Today a post about new developments from the world of DNA barcoding informatics. I selected three publications of the last few months that actually provide some new package worth to be tested by the community. Without further ado my little collection of new bioinformatic releases.
This idea starts with the notion that a modern DNA barcoding approach should incorporate the multispecies coalescent. The multispecies coalescent model was developed as a framework to infer species phylogenies from multilocus genetic data collected from multiple individuals. It assumes that speciation occurs at a specific point in time, after which two new species evolve in total isolation. However, in reality speciation may occur over an extended period of time, during which the two sister lineages likely remain in some sort of contact. Inferring phylogenies with multiple species under those conditions is actually very difficult and requires a fair amount of computation time. Using the approach with DNA Barcode data is a little simpler as one element of complexity has been removed by using only one gene region or as in this publication just two as the authors make the following bold statement: recent developments make a barcoding approach that utilizes a single locus outdated. I beg to differ as I don't see the point of sequencing a plethora of loci when one does the trick already but that is a topic for another post sometime. The nice thing about this approach is the fact that it utilizes already existing software and algorithms. Everyone familiar with this approach should find it easy to follow their recipe that uses BPP (Yang and Rannala 2010) and *BEAST to produce a guide tree for the subsequent BPP analysis.
This coalescent-based *BEAST/BPP approach was used to identify species boundaries. The colleagues used a test set of Sarcophaga species to compare a distance based approach with their new method: We found that, of the 31 species of Sarcophaga examined..., 27 could be reliably distinguished by barcoding when a 4% sequence divergence threshold was applied. The four problematic taxa were S. megafilosia, S. meiofilosia, S. crassipalpis and S ruficornis. S. megafilosia and S. meiofilosia had an interspecific divergence of 2.81%, while S. crassipalpis and S ruficornis had an interspecific divergence of 3.75%. The success rate of barcoding for this set of taxa is thus 87%, while the *BEAST/BPP approach had a success rate of 100%.
The only question I have is why divergence values of 2.81% and 3.75% where considered problematic in the first place. That can only happen if a fixed value is used to define species boundaries. Who does that?
ExcaliBAR is a small routine to facilitate one important initial step in DNA Barcoding analyses, namely the determination of the barcoding gap between pairwise genetic distances among and within species, based on original distance matrices computed by MEGA software. In addition, the software is able to rename sequences downloaded via the standard user interfaces of public databases such as GenBank, without the need of developing and applying specific scripts for this purpose.
This is an interesting little tool although I have to admit that aside from the very useful renaming of sequence names which make the resulting file compatible with other software I don't see the full advantage. From what I understood reading the paper the routine takes a MEGA output containing a pairwise distance matrix.

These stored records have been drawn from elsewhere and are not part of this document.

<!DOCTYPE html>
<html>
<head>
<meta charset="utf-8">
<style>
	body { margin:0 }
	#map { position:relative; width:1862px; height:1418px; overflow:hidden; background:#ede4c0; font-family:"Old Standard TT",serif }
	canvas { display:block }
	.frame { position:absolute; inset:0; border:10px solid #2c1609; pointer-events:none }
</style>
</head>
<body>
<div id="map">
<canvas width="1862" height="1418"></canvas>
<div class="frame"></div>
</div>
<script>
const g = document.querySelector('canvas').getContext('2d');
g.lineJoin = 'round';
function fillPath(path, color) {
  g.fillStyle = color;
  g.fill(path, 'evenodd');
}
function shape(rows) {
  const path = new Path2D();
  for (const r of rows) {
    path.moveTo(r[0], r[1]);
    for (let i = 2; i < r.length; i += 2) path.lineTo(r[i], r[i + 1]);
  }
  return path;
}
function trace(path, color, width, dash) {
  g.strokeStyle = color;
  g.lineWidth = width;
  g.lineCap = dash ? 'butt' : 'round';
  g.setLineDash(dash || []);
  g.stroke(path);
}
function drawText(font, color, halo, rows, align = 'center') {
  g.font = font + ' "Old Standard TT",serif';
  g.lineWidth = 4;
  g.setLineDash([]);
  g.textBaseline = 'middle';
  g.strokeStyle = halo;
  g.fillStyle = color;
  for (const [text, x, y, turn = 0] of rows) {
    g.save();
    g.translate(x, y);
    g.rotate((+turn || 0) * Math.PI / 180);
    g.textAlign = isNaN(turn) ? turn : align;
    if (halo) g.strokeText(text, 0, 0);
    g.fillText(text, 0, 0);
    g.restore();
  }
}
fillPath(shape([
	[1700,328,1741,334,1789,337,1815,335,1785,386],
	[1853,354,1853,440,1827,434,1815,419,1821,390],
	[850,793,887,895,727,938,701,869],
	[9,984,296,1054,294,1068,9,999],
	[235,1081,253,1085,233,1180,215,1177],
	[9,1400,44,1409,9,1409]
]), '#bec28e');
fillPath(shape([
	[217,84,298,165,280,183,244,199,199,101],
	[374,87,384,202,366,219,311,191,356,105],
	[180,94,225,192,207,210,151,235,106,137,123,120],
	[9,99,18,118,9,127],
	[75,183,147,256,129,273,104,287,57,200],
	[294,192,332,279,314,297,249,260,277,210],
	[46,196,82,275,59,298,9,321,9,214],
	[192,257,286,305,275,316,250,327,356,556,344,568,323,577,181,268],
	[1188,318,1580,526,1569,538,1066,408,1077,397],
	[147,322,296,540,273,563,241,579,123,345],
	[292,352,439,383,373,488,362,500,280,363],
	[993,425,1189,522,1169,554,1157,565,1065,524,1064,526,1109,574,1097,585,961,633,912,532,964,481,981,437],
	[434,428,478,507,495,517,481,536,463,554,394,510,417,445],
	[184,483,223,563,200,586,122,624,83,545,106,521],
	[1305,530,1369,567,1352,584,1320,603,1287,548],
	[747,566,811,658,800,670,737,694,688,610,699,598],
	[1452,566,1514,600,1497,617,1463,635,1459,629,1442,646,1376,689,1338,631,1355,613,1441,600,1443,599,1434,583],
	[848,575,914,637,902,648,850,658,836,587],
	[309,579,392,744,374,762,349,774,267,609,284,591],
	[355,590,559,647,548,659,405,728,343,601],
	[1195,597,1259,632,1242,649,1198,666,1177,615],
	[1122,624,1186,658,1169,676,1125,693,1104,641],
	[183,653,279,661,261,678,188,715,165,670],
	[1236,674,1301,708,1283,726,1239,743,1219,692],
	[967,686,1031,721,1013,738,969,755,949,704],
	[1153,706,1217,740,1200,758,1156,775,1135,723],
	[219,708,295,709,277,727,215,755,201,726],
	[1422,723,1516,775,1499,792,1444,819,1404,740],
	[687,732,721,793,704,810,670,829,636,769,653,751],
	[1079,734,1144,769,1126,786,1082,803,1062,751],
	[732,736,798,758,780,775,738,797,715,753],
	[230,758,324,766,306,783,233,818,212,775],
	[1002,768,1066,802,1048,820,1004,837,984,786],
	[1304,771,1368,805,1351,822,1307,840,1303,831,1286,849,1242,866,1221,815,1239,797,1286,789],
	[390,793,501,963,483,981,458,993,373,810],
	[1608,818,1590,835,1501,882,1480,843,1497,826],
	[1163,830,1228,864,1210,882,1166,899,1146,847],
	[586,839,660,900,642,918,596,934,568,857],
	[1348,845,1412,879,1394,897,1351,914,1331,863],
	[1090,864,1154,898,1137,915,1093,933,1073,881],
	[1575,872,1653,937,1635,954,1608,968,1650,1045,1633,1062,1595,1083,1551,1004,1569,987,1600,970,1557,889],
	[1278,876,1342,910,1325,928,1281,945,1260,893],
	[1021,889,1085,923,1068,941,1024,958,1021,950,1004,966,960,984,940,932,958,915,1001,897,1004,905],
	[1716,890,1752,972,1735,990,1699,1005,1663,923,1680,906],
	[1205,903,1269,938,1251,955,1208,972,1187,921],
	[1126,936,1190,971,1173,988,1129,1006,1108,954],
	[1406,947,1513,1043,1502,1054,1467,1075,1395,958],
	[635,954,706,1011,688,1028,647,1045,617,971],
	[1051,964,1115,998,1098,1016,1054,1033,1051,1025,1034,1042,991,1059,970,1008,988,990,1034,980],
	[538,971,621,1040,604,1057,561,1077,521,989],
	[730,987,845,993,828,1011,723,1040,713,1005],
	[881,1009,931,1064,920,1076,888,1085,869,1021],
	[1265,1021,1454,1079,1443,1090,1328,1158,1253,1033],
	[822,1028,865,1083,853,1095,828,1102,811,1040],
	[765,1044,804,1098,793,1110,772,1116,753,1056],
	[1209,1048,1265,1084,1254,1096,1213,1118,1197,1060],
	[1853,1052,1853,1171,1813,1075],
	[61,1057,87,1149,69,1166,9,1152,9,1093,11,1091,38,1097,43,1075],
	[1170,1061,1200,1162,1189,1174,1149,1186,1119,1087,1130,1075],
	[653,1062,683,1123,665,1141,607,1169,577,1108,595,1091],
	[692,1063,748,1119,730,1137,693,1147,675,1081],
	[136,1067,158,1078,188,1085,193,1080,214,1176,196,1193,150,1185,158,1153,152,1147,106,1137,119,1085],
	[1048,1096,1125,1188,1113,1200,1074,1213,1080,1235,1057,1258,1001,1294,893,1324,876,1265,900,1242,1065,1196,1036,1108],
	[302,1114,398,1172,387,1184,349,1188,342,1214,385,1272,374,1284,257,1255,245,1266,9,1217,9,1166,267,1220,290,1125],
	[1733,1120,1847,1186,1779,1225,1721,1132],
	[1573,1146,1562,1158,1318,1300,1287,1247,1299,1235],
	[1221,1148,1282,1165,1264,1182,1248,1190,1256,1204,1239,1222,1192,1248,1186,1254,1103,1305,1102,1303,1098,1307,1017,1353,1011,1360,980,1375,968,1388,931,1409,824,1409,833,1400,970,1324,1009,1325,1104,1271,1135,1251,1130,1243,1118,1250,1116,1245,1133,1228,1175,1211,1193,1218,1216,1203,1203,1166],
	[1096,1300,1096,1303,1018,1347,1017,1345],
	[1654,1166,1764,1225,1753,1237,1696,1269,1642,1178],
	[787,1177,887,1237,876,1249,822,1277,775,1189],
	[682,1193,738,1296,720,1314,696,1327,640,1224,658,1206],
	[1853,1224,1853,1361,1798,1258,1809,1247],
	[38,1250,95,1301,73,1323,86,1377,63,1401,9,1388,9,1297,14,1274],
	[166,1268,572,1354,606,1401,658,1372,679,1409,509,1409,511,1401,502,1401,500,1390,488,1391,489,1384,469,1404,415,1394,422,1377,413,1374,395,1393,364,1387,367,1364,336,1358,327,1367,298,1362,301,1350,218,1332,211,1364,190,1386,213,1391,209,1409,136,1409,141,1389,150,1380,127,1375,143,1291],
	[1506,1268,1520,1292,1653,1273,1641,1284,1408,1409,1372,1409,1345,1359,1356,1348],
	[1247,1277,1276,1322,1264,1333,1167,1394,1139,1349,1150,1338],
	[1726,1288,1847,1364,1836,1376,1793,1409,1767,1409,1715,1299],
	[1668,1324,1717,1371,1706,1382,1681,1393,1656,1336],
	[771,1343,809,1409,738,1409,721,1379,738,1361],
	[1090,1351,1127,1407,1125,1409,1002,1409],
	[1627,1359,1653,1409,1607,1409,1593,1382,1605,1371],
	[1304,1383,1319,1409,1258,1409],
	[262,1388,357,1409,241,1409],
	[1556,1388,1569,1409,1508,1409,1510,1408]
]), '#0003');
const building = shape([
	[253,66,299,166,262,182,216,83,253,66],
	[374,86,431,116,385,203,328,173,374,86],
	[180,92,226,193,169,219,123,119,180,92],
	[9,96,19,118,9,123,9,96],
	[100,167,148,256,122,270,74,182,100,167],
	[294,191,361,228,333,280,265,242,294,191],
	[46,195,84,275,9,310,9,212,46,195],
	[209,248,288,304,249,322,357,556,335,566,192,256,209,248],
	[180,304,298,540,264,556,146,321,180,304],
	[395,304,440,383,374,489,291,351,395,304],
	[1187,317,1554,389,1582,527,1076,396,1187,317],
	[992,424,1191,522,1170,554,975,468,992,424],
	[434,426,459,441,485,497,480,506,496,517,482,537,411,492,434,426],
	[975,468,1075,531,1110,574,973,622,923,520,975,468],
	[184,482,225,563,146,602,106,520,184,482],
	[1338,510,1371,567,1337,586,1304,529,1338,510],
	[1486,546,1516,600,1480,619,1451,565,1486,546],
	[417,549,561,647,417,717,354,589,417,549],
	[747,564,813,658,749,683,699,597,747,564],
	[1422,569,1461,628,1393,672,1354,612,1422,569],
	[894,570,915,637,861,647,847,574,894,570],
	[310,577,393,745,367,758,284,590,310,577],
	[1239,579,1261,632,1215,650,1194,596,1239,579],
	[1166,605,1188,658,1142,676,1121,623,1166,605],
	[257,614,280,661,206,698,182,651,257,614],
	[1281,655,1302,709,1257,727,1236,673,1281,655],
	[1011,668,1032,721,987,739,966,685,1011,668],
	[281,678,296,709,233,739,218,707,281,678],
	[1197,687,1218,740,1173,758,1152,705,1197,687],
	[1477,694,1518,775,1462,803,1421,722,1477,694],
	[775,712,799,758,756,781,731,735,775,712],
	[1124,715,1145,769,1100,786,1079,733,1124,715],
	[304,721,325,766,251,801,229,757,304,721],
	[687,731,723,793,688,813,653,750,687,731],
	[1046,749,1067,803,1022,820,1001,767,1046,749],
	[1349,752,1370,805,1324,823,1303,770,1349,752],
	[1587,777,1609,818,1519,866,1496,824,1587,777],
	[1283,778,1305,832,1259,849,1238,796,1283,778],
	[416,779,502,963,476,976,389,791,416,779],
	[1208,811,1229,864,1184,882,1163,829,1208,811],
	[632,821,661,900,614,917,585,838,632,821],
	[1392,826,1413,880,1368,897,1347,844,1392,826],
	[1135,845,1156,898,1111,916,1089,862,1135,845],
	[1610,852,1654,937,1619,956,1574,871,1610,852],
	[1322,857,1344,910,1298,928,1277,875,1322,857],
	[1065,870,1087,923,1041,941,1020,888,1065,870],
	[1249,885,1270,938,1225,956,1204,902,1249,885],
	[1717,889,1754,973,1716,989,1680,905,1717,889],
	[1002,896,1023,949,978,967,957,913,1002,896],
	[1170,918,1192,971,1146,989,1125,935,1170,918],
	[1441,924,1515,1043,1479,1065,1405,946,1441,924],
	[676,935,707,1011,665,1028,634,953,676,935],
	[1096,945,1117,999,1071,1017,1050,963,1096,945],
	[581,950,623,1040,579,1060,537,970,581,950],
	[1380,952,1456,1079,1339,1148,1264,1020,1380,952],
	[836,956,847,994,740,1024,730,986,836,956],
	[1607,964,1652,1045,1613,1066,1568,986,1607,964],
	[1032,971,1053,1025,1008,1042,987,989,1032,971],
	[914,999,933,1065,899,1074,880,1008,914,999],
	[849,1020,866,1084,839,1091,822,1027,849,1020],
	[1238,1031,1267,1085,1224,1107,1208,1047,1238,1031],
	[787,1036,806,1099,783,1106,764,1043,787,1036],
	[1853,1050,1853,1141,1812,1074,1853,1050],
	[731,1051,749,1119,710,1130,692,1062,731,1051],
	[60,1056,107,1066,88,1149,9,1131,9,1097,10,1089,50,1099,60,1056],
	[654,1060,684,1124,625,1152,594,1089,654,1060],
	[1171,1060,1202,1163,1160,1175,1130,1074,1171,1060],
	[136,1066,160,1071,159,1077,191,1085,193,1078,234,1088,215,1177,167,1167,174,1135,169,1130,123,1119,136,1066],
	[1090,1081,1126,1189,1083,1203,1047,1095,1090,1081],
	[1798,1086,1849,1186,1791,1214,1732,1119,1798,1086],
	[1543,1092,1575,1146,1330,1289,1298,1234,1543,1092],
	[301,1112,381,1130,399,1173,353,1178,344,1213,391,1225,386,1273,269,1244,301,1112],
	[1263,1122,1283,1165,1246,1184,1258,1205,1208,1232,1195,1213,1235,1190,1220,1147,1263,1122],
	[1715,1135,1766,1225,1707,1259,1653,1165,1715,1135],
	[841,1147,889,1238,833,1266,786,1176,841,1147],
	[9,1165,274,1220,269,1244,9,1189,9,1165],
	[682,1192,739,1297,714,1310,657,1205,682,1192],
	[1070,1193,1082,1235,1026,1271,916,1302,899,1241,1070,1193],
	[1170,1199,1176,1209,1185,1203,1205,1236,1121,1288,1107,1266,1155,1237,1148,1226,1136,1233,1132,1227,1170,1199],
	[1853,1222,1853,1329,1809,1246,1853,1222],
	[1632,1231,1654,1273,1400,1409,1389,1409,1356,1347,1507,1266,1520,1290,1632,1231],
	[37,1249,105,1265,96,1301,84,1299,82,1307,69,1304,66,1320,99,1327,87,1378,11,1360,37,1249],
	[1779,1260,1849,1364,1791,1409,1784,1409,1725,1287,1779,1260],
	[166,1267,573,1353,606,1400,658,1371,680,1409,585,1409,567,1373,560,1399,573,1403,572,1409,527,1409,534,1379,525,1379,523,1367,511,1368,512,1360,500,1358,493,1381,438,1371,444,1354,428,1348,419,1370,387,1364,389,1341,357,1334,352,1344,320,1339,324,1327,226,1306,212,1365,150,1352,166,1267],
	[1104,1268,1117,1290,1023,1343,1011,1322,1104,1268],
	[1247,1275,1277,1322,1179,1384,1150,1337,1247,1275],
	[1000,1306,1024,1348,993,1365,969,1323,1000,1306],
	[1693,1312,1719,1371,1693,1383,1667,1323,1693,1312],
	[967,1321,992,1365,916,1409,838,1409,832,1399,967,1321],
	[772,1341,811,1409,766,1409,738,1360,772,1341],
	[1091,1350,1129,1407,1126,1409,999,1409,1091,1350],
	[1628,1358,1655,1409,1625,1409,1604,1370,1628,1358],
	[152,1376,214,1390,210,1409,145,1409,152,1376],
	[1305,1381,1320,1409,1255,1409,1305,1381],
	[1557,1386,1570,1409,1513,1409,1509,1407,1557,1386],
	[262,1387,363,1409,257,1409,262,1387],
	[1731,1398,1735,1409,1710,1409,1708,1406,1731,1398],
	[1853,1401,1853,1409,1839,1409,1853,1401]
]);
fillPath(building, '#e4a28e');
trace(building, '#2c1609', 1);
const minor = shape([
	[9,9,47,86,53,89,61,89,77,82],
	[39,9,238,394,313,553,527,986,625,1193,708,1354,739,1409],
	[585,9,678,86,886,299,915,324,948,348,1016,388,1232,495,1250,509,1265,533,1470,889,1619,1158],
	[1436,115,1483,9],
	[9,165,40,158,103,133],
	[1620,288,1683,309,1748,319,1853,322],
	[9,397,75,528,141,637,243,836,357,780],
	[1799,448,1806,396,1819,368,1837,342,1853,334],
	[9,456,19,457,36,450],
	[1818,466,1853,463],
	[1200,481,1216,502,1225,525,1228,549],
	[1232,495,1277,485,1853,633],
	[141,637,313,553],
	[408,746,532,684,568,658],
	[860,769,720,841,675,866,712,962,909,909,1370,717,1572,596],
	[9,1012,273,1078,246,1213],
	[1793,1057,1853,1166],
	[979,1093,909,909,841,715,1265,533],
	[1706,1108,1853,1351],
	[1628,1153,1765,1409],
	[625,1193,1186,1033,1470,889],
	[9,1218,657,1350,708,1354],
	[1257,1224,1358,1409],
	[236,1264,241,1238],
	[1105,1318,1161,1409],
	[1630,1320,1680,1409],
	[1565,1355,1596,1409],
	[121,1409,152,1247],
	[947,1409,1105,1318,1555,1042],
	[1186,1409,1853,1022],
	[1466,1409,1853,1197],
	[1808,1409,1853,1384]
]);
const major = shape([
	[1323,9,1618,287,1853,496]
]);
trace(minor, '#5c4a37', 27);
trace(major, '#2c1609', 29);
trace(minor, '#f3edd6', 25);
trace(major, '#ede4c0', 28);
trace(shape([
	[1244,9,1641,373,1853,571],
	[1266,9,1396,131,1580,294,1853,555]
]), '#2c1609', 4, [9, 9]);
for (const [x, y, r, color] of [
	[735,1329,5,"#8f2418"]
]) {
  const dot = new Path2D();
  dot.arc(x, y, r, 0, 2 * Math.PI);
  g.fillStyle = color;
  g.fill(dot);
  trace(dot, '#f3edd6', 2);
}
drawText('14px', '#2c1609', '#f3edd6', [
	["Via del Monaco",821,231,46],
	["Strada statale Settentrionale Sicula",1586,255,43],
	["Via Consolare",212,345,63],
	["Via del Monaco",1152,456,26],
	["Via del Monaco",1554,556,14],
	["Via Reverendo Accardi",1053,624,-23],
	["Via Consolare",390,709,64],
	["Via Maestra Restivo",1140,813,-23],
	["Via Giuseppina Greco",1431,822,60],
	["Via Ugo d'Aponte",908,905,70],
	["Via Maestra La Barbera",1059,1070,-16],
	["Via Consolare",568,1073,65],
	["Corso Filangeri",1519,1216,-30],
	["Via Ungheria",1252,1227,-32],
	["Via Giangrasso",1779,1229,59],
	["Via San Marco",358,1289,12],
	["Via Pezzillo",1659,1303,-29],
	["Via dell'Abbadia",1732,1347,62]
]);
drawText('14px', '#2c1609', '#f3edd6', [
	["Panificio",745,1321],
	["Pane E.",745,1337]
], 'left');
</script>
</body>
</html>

ExcaliBAR then calculates intra- or interspecific pairwise distances that can be exported e.g. into Excel to determine a threshold above which sequences are likely to represent different species. The authors claim that the program is actually performing better than other software such as ABGD or SpideR. They even have the guts to state that similar to the other program the ‘Barcode Gap Analysis’ option on BOLD was not devised to handle large datasets. I beg to differ as BOLD is probably still the best option available to deal with large datasets and it has been criticized for using distance based methods to accomplish this. ExcaliBAR still needs about 30 min to process a matrix generated from 5000 DNA Barcodes. Not bad but are they really better than others?
One criticism provided in the publication on ExcaliBAR was about the fact that some programs are using R. R is a free software programming language and software environment for statistical computing and graphics, and yes, there is a bit of a learning curve involved to develop the mastery of using it properly.
Adhoc is a new method to deal with incomplete reference libraries of DNA barcodes is based on ad hoc distance thresholds that are calculated for each library considering the estimated probability of relative identification errors. By using each sequence of a reference library as a query against all other reference sequences the program can calculate the relative identification error (RE) of the best close match method. Prior to that Adhoc generates some basic descriptive statistics of the imported dataset providing two tables containing species names, full sequence identifiers, and numbers of sequences and haplotypes for each species. It also returns the length of each reference sequence, calculates all pairwise distances and separates intra- and interspecific pairwise comparisons. In their publication the authors also provide a very important disclaimer:
This method has been developed for specimen identification. It is intended to optimise the identification success rate by adapting the distance threshold according to a RE estimated from a particular reference library. Hence, using this method for species delimitation requires a careful interpretation of the output.
I think that disclaimer should be found on every bioinformatic tool for DNA Barcoding.